## Task statement
All lines holding the word "shaded" are to be copied from the records beneath.

## Provided records
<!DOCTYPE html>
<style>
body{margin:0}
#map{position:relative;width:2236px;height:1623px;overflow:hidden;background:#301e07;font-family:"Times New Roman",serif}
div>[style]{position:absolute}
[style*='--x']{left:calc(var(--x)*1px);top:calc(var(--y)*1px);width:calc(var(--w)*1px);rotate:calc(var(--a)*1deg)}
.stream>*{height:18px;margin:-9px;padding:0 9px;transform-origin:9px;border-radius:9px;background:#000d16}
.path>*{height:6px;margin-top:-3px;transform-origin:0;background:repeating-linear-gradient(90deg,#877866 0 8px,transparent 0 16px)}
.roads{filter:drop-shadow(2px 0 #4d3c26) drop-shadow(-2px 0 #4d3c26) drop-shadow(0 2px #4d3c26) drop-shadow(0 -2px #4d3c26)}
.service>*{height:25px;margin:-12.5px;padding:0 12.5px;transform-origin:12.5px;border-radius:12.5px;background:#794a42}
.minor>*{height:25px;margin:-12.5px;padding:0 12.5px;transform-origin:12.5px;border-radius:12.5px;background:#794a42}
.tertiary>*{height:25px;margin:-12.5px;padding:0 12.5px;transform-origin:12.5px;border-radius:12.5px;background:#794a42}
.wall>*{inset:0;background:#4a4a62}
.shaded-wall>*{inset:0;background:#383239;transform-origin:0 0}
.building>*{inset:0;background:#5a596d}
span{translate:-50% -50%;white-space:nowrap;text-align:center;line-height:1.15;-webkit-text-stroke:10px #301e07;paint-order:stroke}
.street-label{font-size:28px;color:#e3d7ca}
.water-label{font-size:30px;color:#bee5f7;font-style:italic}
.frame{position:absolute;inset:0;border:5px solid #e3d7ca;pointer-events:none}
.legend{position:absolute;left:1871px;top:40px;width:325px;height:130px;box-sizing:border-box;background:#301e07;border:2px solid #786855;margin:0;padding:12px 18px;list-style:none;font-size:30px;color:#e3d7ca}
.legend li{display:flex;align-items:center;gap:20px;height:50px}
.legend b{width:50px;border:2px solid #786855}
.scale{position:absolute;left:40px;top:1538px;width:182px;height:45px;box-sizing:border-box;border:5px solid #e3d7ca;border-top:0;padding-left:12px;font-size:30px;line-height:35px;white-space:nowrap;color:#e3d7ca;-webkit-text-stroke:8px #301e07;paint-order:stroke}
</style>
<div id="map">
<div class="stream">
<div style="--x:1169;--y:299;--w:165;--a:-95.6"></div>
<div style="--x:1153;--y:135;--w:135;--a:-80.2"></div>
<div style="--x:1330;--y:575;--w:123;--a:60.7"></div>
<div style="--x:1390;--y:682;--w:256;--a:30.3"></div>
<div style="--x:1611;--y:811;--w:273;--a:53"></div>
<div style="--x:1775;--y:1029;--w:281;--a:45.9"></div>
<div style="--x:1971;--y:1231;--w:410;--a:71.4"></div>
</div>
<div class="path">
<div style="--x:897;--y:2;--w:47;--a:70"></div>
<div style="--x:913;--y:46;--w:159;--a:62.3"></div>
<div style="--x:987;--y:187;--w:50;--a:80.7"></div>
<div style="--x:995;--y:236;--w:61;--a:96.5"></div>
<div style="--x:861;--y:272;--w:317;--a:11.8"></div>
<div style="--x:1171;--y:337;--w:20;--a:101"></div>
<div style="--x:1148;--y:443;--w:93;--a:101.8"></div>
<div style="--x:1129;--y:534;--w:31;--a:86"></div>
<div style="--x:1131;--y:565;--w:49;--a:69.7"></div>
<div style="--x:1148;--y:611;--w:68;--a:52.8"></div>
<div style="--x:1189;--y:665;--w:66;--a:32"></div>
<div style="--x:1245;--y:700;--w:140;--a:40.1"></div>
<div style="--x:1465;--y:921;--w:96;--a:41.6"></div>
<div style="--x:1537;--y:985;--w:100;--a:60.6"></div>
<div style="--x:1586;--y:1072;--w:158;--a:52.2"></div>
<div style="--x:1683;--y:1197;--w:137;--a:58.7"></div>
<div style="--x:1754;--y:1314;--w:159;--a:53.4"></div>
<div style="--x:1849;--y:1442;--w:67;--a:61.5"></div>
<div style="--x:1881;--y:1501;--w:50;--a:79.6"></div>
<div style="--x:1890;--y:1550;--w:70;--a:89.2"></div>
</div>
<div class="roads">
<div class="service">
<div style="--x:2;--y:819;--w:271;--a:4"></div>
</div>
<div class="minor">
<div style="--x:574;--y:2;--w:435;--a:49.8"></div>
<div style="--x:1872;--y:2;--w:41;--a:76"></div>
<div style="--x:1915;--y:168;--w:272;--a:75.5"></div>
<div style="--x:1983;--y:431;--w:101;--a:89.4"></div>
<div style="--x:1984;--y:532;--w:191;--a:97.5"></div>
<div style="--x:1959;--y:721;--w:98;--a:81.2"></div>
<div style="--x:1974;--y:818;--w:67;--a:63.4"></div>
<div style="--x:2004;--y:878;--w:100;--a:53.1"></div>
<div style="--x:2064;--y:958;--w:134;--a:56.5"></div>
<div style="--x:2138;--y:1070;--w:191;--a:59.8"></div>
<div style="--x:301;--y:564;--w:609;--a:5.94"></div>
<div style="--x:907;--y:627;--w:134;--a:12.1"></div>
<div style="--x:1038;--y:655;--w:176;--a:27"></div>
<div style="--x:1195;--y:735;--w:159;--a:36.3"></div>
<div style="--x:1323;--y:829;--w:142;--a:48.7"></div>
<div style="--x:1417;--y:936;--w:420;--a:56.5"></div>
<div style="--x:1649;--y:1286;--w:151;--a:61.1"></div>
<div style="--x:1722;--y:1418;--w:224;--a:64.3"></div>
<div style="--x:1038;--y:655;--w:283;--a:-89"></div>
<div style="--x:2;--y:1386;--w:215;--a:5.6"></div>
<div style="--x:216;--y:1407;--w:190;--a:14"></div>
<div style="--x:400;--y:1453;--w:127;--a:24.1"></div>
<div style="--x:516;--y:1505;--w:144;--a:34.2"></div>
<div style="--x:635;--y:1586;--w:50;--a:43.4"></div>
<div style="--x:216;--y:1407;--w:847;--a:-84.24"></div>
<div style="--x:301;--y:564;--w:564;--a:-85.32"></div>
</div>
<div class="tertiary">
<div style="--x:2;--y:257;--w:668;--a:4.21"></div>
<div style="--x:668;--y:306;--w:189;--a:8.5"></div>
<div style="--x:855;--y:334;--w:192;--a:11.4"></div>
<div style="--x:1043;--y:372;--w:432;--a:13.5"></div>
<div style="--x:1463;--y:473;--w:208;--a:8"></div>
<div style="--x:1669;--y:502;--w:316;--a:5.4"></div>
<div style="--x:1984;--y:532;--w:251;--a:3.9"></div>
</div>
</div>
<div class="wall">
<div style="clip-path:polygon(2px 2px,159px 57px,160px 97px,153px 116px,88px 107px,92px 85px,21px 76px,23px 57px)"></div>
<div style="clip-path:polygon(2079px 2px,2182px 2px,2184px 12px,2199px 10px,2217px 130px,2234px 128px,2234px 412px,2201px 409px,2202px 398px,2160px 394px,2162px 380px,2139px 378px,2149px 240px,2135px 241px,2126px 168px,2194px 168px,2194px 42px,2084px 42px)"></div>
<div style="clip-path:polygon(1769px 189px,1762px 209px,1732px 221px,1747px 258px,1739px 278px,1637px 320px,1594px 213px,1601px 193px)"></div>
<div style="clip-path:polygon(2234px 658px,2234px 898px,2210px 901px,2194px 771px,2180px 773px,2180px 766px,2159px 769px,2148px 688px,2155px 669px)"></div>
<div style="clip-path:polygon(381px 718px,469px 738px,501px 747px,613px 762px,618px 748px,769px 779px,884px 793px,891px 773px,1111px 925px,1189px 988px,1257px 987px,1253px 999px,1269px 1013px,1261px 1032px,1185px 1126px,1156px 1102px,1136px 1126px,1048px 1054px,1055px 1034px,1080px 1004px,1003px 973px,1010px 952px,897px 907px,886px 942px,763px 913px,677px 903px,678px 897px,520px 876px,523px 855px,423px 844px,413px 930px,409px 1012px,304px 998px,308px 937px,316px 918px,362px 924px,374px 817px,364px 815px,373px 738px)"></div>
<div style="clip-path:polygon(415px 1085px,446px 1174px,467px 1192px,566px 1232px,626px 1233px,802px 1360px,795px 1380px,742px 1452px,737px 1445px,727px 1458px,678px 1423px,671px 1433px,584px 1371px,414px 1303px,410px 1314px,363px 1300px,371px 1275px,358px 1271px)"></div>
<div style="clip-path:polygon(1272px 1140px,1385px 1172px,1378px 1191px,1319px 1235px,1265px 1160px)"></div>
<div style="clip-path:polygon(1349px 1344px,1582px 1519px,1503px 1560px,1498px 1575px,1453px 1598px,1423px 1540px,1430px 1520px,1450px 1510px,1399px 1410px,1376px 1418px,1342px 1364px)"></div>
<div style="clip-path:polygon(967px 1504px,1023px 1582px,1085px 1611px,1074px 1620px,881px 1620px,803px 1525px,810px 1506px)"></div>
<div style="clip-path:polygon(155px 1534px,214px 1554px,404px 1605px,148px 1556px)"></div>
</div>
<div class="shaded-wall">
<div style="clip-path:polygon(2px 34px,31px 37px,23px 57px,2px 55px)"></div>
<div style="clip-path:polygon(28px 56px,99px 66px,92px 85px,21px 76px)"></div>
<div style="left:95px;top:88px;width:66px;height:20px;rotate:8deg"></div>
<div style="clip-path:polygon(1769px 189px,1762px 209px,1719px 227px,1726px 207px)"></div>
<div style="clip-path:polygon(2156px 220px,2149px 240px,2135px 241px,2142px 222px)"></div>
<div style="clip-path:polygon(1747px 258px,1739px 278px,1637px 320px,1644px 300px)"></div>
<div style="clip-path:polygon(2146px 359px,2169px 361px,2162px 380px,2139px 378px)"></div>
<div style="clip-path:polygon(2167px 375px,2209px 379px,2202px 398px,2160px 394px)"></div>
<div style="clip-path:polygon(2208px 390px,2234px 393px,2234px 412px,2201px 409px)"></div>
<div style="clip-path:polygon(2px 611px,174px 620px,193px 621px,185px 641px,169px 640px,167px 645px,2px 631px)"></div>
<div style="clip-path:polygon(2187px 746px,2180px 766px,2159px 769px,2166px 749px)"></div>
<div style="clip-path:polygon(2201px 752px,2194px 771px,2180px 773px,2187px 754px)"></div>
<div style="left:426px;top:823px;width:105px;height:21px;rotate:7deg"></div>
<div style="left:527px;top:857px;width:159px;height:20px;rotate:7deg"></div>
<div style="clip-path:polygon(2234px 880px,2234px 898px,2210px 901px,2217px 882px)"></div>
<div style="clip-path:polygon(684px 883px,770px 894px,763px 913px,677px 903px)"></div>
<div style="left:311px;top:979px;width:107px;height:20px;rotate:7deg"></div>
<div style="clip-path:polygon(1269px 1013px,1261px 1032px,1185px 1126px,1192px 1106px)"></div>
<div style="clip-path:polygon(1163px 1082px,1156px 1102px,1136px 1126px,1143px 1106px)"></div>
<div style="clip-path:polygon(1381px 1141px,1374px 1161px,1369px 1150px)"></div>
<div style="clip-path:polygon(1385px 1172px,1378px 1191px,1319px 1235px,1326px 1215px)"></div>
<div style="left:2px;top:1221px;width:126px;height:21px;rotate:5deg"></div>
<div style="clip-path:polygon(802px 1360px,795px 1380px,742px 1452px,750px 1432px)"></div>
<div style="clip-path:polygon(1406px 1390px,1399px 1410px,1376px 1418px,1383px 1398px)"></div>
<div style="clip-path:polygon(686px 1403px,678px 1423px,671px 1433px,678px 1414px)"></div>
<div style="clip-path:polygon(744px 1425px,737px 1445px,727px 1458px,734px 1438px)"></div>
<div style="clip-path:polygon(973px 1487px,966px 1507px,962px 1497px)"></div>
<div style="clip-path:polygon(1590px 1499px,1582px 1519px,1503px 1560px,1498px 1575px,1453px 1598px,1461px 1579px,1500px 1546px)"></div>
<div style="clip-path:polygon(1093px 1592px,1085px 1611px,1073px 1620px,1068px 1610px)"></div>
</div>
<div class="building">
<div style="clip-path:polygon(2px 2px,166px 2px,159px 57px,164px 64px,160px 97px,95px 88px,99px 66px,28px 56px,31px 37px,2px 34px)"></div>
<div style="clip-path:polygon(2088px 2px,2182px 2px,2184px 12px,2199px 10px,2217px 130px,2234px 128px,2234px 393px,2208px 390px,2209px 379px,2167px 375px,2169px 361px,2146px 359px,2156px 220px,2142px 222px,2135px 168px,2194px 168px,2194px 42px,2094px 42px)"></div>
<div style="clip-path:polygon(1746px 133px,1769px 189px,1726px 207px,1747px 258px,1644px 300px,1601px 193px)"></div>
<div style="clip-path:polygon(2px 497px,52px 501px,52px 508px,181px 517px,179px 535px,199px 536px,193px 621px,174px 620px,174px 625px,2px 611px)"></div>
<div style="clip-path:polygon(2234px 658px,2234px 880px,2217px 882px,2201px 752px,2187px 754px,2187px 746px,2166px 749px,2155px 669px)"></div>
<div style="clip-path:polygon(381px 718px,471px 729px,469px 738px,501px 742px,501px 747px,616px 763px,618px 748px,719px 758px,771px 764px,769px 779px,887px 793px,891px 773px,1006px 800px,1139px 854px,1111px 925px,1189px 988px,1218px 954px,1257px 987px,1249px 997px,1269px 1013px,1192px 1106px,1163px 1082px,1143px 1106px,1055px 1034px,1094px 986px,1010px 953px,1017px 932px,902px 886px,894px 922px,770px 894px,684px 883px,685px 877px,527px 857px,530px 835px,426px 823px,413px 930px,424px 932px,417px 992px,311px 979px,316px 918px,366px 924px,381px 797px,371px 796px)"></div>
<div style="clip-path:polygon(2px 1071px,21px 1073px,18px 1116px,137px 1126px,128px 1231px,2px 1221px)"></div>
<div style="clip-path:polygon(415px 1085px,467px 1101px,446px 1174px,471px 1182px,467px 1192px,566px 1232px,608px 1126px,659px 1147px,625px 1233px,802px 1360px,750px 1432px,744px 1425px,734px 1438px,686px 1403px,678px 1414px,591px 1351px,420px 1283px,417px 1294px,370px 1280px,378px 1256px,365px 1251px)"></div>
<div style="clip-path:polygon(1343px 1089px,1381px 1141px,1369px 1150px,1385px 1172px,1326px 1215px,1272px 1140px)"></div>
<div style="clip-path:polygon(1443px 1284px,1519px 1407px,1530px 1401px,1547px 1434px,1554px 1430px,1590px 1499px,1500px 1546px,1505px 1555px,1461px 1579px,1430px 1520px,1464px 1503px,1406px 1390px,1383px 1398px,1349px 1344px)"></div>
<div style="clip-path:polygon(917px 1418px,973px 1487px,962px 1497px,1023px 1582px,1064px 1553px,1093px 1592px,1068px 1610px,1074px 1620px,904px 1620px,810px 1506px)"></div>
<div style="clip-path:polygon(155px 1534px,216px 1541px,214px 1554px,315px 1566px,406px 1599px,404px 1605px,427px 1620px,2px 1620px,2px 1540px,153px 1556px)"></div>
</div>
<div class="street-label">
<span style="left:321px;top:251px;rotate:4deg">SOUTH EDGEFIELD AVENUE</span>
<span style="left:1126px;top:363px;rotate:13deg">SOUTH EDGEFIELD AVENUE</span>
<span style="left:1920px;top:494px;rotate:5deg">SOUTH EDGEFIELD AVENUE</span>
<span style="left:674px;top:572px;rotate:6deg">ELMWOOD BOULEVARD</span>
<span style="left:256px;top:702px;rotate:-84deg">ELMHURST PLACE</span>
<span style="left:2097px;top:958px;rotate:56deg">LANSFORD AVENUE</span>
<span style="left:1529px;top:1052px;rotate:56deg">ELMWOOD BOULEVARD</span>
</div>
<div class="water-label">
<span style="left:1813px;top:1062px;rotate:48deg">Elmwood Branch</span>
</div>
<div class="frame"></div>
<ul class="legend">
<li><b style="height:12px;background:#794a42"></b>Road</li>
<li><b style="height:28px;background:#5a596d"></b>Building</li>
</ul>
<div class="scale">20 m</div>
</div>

## Exercise answer
.shaded-wall>*{inset:0;background:#383239;transform-origin:0 0}
<div class="shaded-wall">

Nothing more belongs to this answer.